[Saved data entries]

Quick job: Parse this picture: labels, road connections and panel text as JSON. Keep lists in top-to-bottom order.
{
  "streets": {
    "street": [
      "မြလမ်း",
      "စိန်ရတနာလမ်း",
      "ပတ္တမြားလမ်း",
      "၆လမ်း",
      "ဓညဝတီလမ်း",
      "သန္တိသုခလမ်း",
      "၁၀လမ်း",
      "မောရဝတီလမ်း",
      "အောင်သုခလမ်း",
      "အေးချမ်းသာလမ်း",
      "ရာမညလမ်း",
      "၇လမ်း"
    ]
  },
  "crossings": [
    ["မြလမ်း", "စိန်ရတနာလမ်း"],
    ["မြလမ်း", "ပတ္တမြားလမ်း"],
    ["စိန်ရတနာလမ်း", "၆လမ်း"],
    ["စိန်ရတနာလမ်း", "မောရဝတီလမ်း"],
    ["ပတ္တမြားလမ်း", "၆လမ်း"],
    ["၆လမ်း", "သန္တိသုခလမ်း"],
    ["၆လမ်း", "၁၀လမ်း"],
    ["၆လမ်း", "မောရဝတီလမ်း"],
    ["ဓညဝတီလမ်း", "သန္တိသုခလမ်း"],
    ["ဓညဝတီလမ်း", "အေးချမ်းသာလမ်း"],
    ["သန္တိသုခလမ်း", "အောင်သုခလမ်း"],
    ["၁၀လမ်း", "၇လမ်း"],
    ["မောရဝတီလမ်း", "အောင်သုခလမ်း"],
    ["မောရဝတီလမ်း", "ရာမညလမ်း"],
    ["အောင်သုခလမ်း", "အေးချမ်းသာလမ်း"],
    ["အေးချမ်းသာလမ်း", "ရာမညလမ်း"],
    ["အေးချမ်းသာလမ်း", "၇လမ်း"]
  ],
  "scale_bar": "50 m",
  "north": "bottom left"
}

ACTIVITY:
The data above must be reproduced in full, exactly as given.

YOUR SOLUTION:
Quick job: Parse this picture: labels, road connections and panel text as JSON. Keep lists in top-to-bottom order.
{
  "streets": {
    "street": [
      "မြလမ်း",
      "စိန်ရတနာလမ်း",
      "ပတ္တမြားလမ်း",
      "၆လမ်း",
      "ဓညဝတီလမ်း",
      "သန္တိသုခလမ်း",
      "၁၀လမ်း",
      "မောရဝတီလမ်း",
      "အောင်သုခလမ်း",
      "အေးချမ်းသာလမ်း",
      "ရာမညလမ်း",
      "၇လမ်း"
    ]
  },
  "crossings": [
    ["မြလမ်း", "စိန်ရတနာလမ်း"],
    ["မြလမ်း", "ပတ္တမြားလမ်း"],
    ["စိန်ရတနာလမ်း", "၆လမ်း"],
    ["စိန်ရတနာလမ်း", "မောရဝတီလမ်း"],
    ["ပတ္တမြားလမ်း", "၆လမ်း"],
    ["၆လမ်း", "သန္တိသုခလမ်း"],
    ["၆လမ်း", "၁၀လမ်း"],
    ["၆လမ်း", "မောရဝတီလမ်း"],
    ["ဓညဝတီလမ်း", "သန္တိသုခလမ်း"],
    ["ဓညဝတီလမ်း", "အေးချမ်းသာလမ်း"],
    ["သန္တိသုခလမ်း", "အောင်သုခလမ်း"],
    ["၁၀လမ်း", "၇လမ်း"],
    ["မောရဝတီလမ်း", "အောင်သုခလမ်း"],
    ["မောရဝတီလမ်း", "ရာမညလမ်း"],
    ["အောင်သုခလမ်း", "အေးချမ်းသာလမ်း"],
    ["အေးချမ်းသာလမ်း", "ရာမညလမ်း"],
    ["အေးချမ်းသာလမ်း", "၇လမ်း"]
  ],
  "scale_bar": "50 m",
  "north": "bottom left"
}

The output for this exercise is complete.